Department of Environmental and Occupational Health, University of Pittsburgh Graduate School of Public Health, Pittsburgh, PA, USA.
Hum Exp Toxicol. 2011 Jul;30(7):725-35. doi: 10.1177/0960327110381682. Epub 2010 Aug 20.
Epidemiological findings suggesting that formaldehyde exposure is associated with a higher risk of acute myelogenous leukemia (AML) and other hematological cancers have led to consideration of the potential mechanism of action by which inhalation of this rapidly reactive agent can cause bone marrow cancer. Two major mechanism-based arguments against formaldehyde as a leukemogen have been the difficulty in envisioning how inhaled formaldehyde might penetrate to the bone marrow; and the lack of similarity of non-cancer effects to other known human myeloleukemogens, particularly the absence of pancytopenia in humans or laboratory animals exposed to high levels. However, both of these arguments have been addressed by the recent finding of a pancytopenic effect and chromosomal abnormalities in heavily exposed Chinese workers which, if replicated, are indicative of a genotoxic effect of formaldehyde on hematopoietic stem cells that is in keeping with other known human leukemogens. Review of the body of evidence suggests an apparent discrepancy between studies in laboratory animals, which generally fail to show evidence of penetration of formaldehyde into the blood or evidence of blood or bone marrow genotoxicity, and studies of exposed humans in which there tends to be evidence of genotoxicity in circulating blood cells. One possible explanation for this discrepancy is species difference. Another possible explanation is that myeloid precursors within the nasal mucosa may be the site for leukemogenesis. However, chloromas, which are local collections of myeloid tumor cells, are rarely if ever found in the nose. Other proposed mechanisms for formaldehyde leukemogenesis are reviewed, and dose issues at the interface between the epidemiological and hematotoxicological findings are explored.

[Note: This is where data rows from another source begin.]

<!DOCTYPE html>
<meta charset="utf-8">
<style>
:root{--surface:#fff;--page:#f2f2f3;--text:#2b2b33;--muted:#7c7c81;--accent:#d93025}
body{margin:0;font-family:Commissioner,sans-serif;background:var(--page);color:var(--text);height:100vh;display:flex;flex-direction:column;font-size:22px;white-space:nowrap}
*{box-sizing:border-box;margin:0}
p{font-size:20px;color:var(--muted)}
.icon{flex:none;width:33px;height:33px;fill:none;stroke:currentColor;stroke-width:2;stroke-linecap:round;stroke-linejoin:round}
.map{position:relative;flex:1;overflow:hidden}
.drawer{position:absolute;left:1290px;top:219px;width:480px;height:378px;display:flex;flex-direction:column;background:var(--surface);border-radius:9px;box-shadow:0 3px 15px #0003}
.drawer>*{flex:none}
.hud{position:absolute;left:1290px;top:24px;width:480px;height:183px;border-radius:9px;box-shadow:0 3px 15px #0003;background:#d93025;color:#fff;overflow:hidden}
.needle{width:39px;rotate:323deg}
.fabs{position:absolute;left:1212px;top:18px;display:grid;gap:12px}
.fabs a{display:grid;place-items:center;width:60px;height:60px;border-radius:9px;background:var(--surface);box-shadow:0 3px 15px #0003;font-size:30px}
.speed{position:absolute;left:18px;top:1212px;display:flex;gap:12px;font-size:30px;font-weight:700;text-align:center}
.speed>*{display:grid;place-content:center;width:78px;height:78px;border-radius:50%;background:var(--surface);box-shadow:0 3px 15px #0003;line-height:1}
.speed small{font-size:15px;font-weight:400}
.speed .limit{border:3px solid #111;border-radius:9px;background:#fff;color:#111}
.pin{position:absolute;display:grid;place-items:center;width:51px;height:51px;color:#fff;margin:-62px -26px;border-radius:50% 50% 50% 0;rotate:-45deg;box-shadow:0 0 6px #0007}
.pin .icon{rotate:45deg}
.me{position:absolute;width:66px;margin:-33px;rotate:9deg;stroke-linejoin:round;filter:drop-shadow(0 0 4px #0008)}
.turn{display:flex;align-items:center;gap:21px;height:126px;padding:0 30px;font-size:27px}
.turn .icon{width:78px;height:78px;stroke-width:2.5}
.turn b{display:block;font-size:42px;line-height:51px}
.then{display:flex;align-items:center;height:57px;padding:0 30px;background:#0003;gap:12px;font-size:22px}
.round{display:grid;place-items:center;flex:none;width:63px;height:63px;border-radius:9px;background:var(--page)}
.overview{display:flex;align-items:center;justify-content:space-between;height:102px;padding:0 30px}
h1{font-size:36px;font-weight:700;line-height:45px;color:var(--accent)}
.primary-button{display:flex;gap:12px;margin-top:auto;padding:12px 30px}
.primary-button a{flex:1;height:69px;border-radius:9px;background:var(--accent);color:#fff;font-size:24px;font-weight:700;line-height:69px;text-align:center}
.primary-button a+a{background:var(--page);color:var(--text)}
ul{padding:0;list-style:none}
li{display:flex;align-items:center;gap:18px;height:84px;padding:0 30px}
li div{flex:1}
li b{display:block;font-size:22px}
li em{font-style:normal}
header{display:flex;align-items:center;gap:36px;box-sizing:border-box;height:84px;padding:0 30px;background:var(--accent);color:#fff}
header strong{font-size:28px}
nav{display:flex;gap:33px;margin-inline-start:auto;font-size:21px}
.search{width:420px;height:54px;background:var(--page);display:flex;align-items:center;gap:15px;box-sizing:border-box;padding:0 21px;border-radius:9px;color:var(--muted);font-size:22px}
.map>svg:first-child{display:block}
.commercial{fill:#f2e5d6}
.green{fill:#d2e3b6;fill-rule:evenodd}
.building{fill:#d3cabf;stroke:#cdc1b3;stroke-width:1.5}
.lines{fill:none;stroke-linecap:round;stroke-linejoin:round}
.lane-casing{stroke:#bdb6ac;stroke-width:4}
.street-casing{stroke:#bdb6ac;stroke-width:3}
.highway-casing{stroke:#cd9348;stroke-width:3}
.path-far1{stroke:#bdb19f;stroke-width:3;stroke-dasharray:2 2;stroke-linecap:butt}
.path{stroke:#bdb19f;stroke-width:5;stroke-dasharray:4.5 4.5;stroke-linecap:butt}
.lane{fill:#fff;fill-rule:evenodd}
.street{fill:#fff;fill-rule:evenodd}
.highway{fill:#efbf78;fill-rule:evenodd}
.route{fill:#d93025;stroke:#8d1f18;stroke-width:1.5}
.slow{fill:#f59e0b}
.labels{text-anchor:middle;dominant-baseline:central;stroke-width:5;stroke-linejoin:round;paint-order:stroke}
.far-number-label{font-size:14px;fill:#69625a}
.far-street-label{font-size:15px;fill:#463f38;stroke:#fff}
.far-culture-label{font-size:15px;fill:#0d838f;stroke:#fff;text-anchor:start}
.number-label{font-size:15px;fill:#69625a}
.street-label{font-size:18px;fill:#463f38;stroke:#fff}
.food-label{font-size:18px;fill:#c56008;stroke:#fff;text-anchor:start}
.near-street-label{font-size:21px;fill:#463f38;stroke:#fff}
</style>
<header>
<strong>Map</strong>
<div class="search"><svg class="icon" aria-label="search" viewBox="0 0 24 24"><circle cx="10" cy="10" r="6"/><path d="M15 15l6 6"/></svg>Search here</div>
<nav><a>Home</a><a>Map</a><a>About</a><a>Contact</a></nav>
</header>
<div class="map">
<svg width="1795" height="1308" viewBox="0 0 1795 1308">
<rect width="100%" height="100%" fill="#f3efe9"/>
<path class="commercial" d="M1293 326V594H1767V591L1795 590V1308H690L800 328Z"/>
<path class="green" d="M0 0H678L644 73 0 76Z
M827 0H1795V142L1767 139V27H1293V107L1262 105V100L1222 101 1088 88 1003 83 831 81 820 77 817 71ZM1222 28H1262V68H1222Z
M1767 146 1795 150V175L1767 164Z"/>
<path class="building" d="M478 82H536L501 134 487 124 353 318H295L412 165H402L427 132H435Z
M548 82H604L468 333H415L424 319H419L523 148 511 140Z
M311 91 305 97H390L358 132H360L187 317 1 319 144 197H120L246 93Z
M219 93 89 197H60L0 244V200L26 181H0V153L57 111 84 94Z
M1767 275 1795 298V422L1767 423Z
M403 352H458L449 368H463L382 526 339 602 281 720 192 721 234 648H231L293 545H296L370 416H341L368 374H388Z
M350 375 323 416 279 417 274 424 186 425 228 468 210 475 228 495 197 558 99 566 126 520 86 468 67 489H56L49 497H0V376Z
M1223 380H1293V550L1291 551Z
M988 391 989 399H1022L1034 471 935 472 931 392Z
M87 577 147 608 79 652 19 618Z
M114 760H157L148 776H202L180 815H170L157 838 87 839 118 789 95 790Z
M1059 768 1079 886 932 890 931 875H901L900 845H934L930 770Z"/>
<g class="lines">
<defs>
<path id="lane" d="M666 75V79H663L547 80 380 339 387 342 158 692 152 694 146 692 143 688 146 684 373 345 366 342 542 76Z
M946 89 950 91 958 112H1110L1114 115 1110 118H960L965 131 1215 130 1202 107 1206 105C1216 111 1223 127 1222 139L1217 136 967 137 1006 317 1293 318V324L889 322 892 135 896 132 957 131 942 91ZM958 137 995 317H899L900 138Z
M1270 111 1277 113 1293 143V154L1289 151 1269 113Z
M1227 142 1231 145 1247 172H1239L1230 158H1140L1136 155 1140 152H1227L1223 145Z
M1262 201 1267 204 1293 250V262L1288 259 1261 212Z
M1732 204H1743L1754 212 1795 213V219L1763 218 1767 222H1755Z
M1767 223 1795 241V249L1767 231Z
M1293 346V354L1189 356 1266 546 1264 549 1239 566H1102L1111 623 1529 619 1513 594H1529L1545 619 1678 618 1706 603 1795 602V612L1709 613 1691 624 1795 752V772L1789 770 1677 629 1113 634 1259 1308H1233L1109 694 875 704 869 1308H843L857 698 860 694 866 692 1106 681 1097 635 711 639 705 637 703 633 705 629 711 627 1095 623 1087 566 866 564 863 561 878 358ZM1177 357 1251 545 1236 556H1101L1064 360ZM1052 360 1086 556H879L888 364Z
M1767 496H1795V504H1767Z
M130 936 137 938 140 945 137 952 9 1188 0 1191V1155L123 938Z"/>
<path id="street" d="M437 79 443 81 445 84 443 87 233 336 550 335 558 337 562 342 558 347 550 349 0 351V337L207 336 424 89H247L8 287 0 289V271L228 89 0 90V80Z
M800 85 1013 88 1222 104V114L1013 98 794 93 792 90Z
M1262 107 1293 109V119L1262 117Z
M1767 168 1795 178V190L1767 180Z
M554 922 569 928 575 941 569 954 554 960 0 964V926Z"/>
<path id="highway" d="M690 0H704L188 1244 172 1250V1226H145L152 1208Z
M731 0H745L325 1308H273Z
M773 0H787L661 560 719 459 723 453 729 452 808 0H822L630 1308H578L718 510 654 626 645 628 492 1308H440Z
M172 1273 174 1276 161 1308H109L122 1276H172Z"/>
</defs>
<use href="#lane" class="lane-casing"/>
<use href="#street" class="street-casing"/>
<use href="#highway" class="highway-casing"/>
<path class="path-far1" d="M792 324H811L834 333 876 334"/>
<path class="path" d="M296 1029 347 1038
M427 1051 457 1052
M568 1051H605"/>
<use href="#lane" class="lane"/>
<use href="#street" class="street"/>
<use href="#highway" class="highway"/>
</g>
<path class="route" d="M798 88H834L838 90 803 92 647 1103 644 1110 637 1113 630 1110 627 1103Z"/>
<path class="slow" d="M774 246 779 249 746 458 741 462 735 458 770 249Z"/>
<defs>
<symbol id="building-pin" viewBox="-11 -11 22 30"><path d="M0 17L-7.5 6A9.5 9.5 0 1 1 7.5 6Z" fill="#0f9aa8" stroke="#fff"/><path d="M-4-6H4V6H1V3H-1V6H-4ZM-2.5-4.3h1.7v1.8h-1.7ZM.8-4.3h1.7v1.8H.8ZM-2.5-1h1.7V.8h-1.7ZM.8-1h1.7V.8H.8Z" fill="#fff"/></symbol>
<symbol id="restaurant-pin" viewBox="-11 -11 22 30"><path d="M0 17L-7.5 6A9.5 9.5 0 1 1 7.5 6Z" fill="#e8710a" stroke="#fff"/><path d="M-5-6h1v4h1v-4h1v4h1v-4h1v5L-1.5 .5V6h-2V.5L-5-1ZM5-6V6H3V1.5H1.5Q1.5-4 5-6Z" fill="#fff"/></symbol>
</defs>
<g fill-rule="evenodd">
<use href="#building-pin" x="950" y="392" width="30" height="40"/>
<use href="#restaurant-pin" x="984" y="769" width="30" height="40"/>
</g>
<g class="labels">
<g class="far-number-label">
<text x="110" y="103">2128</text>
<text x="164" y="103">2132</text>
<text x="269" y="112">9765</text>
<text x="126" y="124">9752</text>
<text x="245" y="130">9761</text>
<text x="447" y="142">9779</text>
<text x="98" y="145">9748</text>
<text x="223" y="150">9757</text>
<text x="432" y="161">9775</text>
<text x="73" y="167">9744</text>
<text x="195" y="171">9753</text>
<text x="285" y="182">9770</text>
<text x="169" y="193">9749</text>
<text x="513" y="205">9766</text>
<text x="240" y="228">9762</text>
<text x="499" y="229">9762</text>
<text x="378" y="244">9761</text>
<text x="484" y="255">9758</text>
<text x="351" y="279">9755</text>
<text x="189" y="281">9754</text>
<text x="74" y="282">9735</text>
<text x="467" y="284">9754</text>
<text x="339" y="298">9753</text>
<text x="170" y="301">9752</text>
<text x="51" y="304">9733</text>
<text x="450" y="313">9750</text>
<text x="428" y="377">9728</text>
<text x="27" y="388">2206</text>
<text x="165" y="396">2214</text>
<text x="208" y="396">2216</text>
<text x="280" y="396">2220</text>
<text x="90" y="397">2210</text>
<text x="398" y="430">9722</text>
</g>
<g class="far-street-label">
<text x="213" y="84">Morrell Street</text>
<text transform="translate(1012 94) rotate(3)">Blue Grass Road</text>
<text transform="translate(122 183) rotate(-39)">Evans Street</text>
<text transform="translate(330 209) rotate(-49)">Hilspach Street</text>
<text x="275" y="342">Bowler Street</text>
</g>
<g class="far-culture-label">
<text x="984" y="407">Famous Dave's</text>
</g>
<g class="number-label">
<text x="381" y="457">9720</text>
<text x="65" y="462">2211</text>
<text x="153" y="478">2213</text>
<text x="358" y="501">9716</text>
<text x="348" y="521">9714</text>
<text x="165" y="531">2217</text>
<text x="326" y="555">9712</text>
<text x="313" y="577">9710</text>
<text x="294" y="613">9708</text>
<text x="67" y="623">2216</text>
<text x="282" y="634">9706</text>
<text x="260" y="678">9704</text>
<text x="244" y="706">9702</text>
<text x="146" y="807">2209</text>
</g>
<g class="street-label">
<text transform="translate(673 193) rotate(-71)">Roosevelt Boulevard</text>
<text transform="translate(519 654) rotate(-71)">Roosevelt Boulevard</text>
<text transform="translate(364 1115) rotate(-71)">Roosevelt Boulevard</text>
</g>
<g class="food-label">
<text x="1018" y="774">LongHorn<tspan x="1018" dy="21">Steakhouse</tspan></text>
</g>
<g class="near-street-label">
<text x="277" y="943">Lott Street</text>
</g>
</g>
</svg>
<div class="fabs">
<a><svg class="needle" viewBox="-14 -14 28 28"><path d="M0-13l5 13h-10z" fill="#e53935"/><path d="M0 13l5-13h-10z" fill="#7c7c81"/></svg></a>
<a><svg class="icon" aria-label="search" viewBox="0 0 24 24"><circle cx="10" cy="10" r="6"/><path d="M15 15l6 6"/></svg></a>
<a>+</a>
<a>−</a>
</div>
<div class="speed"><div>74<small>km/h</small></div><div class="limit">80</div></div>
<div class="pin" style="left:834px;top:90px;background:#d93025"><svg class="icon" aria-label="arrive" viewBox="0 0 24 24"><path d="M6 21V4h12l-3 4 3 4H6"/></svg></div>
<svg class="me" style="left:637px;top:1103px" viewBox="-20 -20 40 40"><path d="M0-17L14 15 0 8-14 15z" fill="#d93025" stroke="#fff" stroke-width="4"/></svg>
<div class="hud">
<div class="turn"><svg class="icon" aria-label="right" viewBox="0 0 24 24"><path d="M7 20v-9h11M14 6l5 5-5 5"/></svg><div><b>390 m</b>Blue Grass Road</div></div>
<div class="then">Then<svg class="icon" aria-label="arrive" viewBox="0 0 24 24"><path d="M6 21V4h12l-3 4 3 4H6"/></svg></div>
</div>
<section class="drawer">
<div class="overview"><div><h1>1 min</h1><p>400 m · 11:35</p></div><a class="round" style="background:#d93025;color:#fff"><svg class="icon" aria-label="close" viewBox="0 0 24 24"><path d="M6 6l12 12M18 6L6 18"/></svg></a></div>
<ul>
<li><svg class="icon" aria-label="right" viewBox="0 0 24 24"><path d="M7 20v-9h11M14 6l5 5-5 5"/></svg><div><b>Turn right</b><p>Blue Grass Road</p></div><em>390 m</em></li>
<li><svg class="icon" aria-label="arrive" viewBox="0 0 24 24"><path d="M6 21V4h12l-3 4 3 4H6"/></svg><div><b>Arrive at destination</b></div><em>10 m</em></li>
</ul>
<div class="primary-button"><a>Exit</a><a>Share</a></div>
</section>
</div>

流行病学研究结果表明,甲醛暴露与急性髓性白血病(AML)和其他血液癌症的风险增加有关,这促使人们考虑吸入这种快速反应性物质会导致骨髓癌的潜在作用机制。有两个主要的基于机制的论点反对甲醛作为白血病原,即难以想象吸入的甲醛如何穿透骨髓;以及非癌症效应与其他已知的人类髓系白血病原缺乏相似性,特别是在暴露于高水平甲醛的人类或实验动物中缺乏全血细胞减少症。然而,最近发现大量暴露的中国工人出现全血细胞减少症和染色体异常,这两个论点都得到了证实,如果得到复制,这表明甲醛对造血干细胞具有遗传毒性效应,与其他已知的人类白血病原相符。对证据的回顾表明,实验室动物研究和暴露于人类的研究之间存在明显的差异,前者通常没有证据表明甲醛穿透血液或血液或骨髓的遗传毒性,而后者则倾向于表明循环血细胞中存在遗传毒性。这种差异的一个可能解释是物种差异。另一个可能的解释是,鼻黏膜内的髓样前体细胞可能是白血病发生的部位。然而,很少有或从未在鼻子中发现粒细胞肉瘤,这是局部聚集的髓样肿瘤细胞。其他甲醛致白血病的机制也进行了综述,并探讨了流行病学和血液毒性学研究结果之间的剂量问题。